The subject matter discussed in the background section should not be assumed to be prior art merely as a result of its mention in the background section. Similarly, a problem mentioned in the background section or associated with the subject matter of the background section should not be assumed to have been previously recognized in the prior art. The subject matter in the background section merely represents different approaches, which in and of themselves may also be inventions.
Some database systems may create errors due to offering concurrent access to multiple readers and writers. For a simple example used to illustrate concurrent access principles but not intended to describe real world practices, when a wife and a husband both access their joint checking account through different computers at the same time, their concurrent transactions may create errors. The wife's mobile phone and the husband's tablet computer each concurrently read their joint account balance as $1,000. When the wife's mobile phone processes her request to transfer $50 from a savings account to the joint checking account, the wife's mobile phone adds the $50 deposit to the previously read $1,000 balance to result in a new balance of $1,050, which the wife's mobile phone writes to the bank's database. When the husband's tablet computer processes his request to pay $50 electronically to a creditor, the husband's tablet computer subtracts the $50 payment from the previously read $1,000 balance to result in a new balance of $950, which the husband's tablet computer writes to the bank's database. Although the equal deposit and withdrawal of $50 should have resulted in the same balance of $1,000 that preceded these two transactions, the use of stale data in the second transaction resulted in a database system error.
Some database systems address such problems through pessimistic concurrency control, which temporarily locks subsequent access to a data item when the data item is initially accessed. For example, when the wife's mobile phone reads the data items for the joint checking account, the database system locks these data items, such that the access request made only one half second later by the husband's tablet computer is denied the access to read the joint checking account information. While this result may produce frustration for only the husband in this simplified example, database administrators of database systems with thousands of users may want to avoid using a locking algorithm that prevents read access for many users who may only be requesting to read data items. Consequently, pessimistic concurrency control can deliver poor performance because locking can drastically limit effective concurrency.

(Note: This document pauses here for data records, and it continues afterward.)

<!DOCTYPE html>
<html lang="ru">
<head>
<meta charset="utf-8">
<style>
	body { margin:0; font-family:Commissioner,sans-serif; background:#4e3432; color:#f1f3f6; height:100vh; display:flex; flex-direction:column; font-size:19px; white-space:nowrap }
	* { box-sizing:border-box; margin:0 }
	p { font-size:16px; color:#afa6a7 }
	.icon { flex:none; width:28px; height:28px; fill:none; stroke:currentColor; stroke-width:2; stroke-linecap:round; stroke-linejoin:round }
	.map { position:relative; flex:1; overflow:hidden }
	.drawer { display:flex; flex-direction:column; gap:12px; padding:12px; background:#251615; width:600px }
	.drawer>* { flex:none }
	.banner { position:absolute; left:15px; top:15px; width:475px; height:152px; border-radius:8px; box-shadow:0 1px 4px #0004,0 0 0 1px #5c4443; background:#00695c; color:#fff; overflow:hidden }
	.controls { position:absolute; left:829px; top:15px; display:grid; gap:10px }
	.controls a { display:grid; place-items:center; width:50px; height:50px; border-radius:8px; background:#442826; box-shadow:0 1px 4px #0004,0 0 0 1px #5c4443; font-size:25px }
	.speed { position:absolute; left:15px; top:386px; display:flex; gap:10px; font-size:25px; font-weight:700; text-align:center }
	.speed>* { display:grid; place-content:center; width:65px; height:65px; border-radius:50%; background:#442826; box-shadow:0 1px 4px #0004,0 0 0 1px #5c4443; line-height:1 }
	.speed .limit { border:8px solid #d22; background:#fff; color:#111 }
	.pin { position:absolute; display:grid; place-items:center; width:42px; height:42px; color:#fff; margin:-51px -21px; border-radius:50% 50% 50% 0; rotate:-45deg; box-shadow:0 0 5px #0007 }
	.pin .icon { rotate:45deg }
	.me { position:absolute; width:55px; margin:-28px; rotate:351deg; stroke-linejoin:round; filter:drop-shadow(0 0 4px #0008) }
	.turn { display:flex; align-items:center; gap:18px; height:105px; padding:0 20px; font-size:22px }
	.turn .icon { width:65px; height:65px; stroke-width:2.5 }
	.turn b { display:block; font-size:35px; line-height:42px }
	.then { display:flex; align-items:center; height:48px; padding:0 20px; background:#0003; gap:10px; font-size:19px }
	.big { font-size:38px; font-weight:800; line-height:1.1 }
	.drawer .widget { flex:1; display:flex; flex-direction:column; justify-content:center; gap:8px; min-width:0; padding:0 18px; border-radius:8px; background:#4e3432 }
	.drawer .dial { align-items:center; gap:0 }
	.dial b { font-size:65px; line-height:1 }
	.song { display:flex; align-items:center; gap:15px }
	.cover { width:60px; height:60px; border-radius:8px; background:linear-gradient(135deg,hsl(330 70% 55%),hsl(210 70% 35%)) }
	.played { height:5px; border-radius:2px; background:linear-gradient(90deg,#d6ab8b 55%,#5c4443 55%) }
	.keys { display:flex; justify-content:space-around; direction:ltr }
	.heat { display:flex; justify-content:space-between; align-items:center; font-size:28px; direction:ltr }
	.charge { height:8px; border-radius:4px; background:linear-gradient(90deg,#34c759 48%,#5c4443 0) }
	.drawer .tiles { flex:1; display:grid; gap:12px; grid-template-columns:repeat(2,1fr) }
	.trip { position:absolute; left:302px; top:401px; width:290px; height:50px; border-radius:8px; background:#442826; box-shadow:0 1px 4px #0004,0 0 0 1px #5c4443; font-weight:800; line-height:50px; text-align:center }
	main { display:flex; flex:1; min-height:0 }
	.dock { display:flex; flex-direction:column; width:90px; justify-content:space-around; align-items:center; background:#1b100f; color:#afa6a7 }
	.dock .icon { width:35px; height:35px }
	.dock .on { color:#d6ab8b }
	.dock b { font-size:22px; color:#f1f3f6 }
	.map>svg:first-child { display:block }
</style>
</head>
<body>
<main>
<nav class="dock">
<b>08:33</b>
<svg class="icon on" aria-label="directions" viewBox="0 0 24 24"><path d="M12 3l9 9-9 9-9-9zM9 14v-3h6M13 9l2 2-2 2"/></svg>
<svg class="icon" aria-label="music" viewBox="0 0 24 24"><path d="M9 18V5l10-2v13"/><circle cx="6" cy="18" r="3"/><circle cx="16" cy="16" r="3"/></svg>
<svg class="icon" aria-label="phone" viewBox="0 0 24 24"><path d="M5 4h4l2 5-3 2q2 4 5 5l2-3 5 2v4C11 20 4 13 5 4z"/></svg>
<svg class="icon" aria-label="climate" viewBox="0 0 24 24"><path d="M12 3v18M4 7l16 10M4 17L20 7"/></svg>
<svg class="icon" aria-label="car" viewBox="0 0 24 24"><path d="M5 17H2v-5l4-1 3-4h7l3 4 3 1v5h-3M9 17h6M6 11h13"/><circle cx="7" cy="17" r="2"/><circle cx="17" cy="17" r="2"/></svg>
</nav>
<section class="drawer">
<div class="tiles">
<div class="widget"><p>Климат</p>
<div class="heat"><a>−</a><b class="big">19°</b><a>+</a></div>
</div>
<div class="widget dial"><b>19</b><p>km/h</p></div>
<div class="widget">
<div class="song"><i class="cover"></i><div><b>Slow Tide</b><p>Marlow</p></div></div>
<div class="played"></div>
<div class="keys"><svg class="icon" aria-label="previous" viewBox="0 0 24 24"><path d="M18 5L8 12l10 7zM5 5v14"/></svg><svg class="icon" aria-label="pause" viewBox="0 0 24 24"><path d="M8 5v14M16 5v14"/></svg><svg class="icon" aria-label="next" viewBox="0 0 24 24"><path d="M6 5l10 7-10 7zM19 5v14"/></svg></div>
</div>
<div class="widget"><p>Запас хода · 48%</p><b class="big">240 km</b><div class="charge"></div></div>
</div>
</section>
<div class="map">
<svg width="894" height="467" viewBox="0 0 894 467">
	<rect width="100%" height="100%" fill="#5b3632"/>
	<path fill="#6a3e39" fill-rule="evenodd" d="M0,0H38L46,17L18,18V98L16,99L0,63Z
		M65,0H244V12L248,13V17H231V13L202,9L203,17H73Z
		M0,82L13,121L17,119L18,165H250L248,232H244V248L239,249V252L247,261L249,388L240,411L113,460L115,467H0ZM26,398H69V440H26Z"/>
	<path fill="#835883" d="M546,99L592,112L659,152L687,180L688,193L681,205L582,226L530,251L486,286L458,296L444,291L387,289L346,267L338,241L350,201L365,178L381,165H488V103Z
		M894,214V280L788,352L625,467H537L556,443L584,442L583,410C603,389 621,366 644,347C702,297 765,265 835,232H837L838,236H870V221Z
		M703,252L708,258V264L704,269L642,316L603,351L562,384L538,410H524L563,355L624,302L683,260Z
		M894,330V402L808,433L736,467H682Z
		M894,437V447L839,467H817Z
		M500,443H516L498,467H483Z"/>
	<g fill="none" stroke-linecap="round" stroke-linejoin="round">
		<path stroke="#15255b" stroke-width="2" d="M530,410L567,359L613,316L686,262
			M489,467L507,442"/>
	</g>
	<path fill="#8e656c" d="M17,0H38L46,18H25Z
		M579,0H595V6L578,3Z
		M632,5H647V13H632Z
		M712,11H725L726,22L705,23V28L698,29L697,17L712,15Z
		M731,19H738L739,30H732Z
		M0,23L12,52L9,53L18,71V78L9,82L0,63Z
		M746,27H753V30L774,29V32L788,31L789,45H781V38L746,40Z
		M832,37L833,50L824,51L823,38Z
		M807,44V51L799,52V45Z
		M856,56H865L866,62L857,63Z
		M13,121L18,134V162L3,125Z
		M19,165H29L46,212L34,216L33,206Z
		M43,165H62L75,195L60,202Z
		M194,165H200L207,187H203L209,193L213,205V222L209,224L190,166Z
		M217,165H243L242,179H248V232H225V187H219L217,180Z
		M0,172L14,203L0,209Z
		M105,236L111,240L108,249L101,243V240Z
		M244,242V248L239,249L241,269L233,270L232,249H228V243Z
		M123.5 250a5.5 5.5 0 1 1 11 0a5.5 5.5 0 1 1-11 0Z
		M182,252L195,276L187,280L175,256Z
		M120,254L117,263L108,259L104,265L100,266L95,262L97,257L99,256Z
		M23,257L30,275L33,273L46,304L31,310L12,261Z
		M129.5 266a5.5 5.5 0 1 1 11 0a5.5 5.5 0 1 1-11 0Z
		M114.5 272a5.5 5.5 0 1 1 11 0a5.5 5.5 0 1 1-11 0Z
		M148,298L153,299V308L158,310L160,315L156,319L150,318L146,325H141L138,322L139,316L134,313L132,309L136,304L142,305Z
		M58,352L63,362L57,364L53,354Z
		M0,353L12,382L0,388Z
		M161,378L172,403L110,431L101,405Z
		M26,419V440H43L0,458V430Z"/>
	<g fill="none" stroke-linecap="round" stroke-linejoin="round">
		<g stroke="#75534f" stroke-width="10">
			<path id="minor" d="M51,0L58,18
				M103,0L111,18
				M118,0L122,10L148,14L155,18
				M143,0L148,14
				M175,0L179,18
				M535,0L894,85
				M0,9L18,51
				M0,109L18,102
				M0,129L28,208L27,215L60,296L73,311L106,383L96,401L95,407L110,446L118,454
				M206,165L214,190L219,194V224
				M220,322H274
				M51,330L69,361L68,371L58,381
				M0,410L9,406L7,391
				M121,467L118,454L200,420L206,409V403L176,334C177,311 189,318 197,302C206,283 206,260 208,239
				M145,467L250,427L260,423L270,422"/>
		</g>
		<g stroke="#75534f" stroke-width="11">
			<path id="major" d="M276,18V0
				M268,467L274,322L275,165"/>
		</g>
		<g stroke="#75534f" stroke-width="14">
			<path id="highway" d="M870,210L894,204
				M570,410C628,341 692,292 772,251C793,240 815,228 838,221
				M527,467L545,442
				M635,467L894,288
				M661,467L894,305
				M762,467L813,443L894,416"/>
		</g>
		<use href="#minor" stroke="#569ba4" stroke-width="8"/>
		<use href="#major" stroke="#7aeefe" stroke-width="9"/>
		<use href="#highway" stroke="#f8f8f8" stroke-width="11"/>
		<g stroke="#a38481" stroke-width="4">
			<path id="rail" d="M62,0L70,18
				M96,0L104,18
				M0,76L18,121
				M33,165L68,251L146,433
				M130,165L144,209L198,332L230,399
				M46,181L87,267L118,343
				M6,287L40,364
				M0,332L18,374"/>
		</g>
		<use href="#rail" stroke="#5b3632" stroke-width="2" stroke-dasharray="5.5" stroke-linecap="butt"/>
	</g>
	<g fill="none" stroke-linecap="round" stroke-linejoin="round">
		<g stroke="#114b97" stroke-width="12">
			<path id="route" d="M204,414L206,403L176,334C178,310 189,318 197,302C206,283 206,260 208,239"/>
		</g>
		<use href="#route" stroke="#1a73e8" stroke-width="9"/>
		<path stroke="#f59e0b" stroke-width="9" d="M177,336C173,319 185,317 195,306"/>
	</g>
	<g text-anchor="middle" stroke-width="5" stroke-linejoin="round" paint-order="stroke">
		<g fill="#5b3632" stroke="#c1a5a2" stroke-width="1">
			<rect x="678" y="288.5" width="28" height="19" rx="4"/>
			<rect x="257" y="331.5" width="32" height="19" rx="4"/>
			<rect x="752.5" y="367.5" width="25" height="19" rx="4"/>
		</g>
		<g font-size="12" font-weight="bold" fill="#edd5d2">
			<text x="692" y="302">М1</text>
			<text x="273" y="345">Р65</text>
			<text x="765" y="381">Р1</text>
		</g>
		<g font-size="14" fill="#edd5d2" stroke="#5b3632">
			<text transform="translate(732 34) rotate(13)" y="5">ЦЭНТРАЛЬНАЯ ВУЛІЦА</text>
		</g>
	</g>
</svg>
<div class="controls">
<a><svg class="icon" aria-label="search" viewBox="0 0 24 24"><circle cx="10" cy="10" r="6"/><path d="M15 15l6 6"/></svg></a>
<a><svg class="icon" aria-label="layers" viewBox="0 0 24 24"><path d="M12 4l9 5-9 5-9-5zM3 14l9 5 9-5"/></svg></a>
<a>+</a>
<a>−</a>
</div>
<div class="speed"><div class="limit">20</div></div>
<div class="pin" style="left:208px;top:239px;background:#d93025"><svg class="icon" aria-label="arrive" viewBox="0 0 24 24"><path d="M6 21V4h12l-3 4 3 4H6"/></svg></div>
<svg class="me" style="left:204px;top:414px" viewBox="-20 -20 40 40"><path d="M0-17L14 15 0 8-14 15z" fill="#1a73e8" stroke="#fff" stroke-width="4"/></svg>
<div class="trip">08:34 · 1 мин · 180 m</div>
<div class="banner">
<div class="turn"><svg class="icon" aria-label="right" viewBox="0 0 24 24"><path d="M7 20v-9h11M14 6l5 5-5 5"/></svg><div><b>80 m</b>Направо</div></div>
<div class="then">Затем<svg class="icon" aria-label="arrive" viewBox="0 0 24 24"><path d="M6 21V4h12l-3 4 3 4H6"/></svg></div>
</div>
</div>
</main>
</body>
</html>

Therefore, some database system administrators use optimistic concurrency control, which assumes that multiple transactions can frequently complete without interfering with each other. Transactions access data items without acquiring locks on those data items. Before committing a write to a data item, a transaction verifies that no other transaction has modified the data item that the transaction is about to overwrite. If this verification reveals potentially conflicting modifications, the committing transaction rolls back and can be restarted. This safeguard for the data item is at the write cycle for optimistic concurrency control, which is much later in the transaction process than locking the data item at the read cycle for pessimistic concurrency control. Optimistic concurrency control is generally used in environments with low data contention. When conflicts are rare, transactions can complete without the expense of managing access locks and without having transactions wait for other transactions' access locks to clear, leading to higher throughput than pessimistic concurrency control. However, if contention for data items is frequent, the cost of repeatedly restarting transactions hurts performance significantly; such that pessimistic concurrency control may have better performance under these conditions.
In database systems with multiple readers and writers, there may be occasions when it is necessary to write multiple data items in an atomic fashion so that readers and writers do not have inconsistent views of underlying data. For example, the wife's mobile phone may request to pay $100 electronically from the joint checking account to an electric bill account on June 10th, which requires access to the three data items for the joint checking account balance, payee, and payment date. Continuing this example, the husband's tablet computer may request to pay $50 electronically from the joint checking account to a credit card bill account on June 20th, which requires access to the same three data items for the joint checking account balance, payee, and payment date.
For this example, a database system needs to allow atomic actions for all three of the data items, such that all three of the write requests from the wife's mobile phone are committed together and all three of the write requests from the husband's tablet computer are committed together. Committing only one write request from one computer for one data item and committing write requests out of order may risk the writing of inconsistent data. For example, committing only one of the multiple write requests for a transaction may result in paying the electric bill amount to the credit card account or paying the electric bill account late on the due date for the credit card bill. Some NoSQL database systems, such as HBase, currently allow atomic actions for a single row, thereby limiting the complexity of theses NoSQL database systems or forcing users to accept inconsistent data. Database system such as HBase store large quantities of sparse data.